From the entries below, copy every line that has the word "lists".

Collected data entries
>>>>>

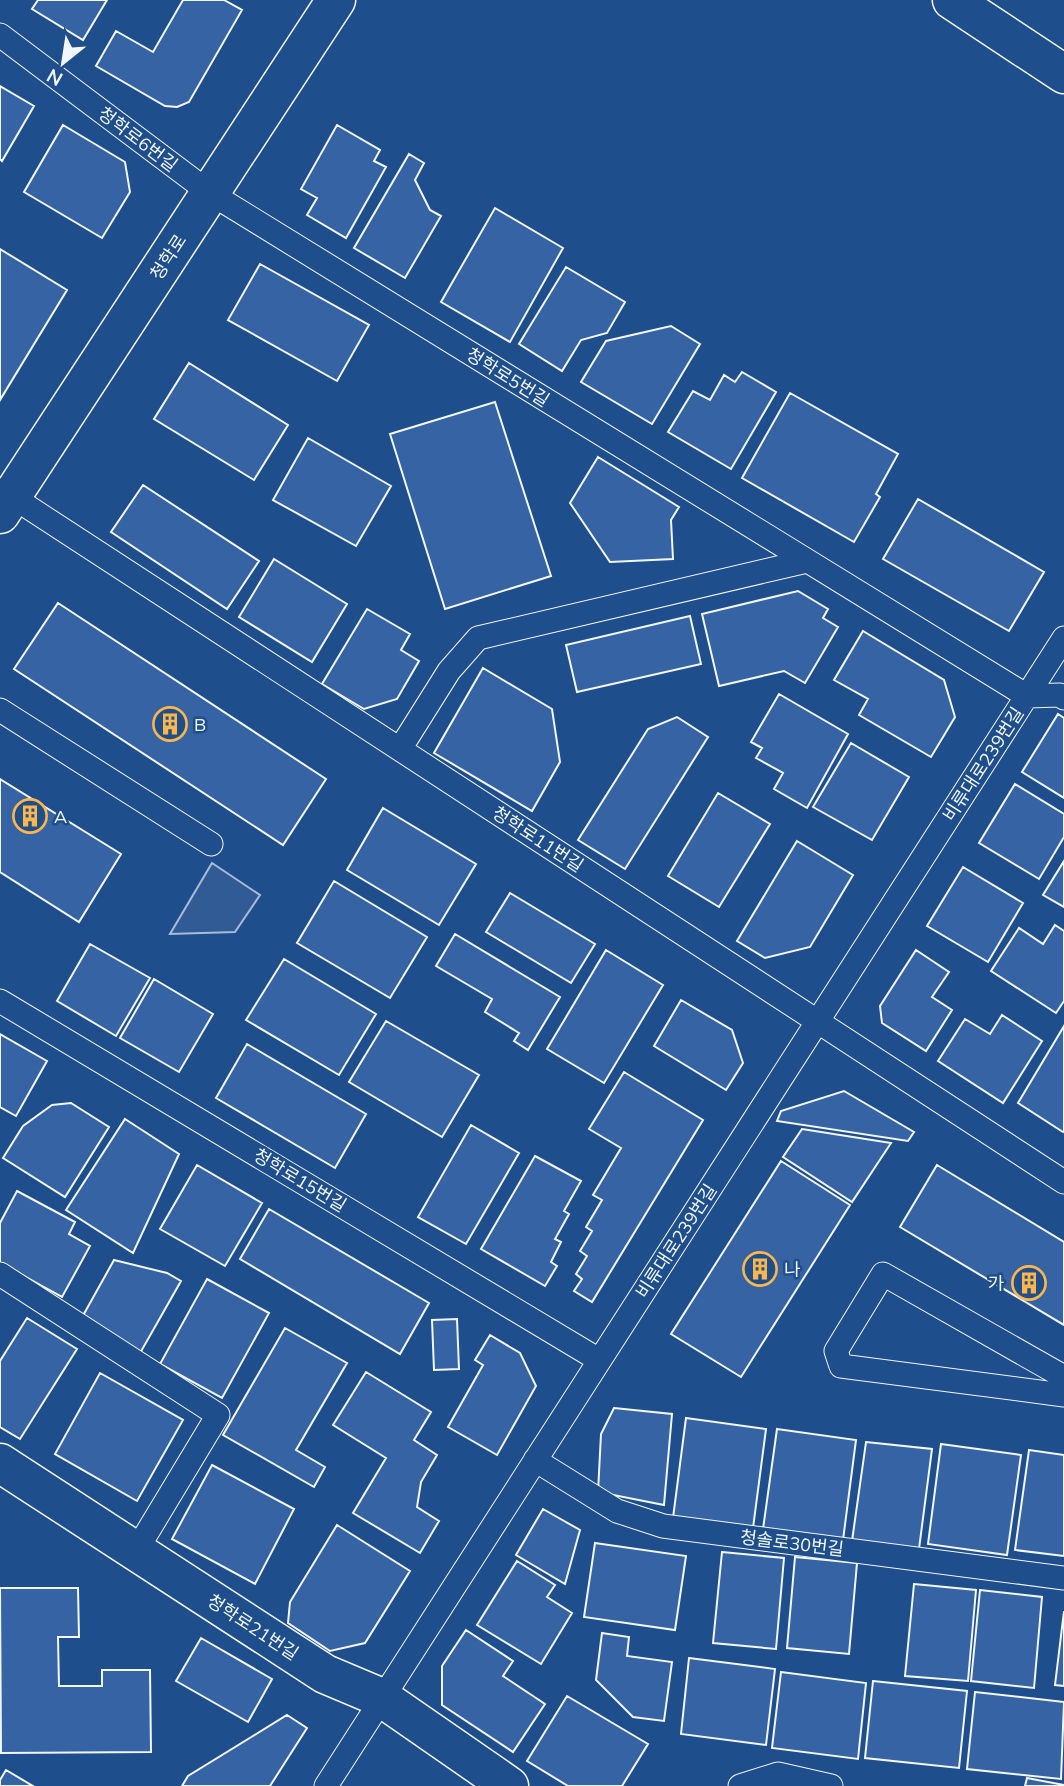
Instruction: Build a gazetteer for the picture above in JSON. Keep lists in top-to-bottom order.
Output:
{
  "streets": {
    "street": ["청학로", "청학로21번길"],
    "lane": [
      "청학로6번길",
      "청학로5번길",
      "비류대로239번길",
      "청학로11번길",
      "청학로15번길",
      "청솔로30번길"
    ]
  },
  "crossings": [
    ["청학로6번길", "청학로"],
    ["청학로6번길", "청학로5번길"],
    ["청학로", "청학로5번길"],
    ["청학로", "청학로11번길"],
    ["청학로5번길", "비류대로239번길"],
    ["비류대로239번길", "청학로11번길"],
    ["비류대로239번길", "청학로15번길"],
    ["비류대로239번길", "청솔로30번길"],
    ["비류대로239번길", "청학로21번길"]
  ],
  "places": {
    "building": [
      "B",
      "A",
      "나",
      "가"
    ]
  },
  "north": "bottom left"
}
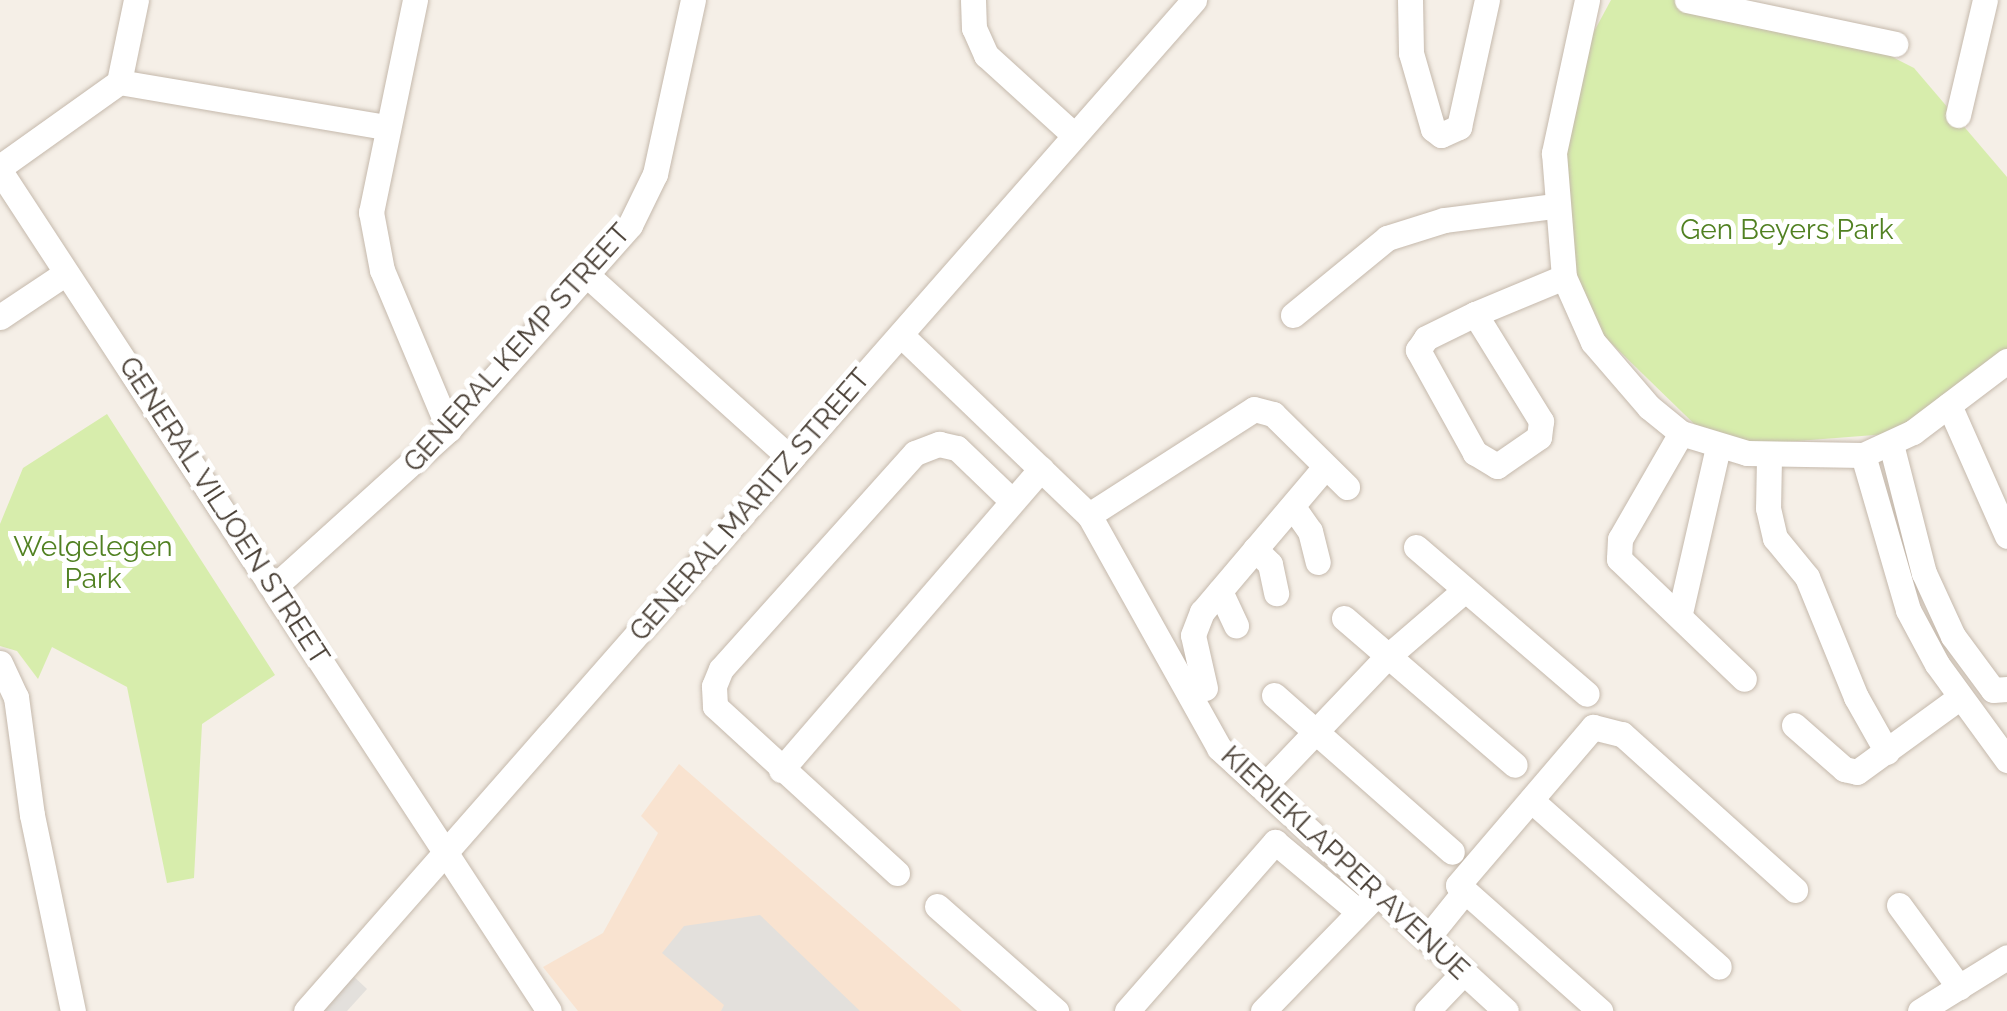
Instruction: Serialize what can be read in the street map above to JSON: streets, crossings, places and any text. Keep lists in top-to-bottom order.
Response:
{
  "streets": {
    "street": [
      "GENERAL KEMP STREET",
      "GENERAL MARITZ STREET",
      "GENERAL VILJOEN STREET",
      "KIERIEKLAPPER AVENUE"
    ]
  },
  "crossings": [
    ["GENERAL KEMP STREET", "GENERAL VILJOEN STREET"],
    ["GENERAL MARITZ STREET", "GENERAL VILJOEN STREET"],
    ["GENERAL MARITZ STREET", "KIERIEKLAPPER AVENUE"]
  ],
  "parks": ["Gen Beyers Park", "Welgelegen Park"]
}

<<<<<

> **ANSWER TO THE EXERCISE**
Instruction: Build a gazetteer for the picture above in JSON. Keep lists in top-to-bottom order.
Instruction: Serialize what can be read in the street map above to JSON: streets, crossings, places and any text. Keep lists in top-to-bottom order.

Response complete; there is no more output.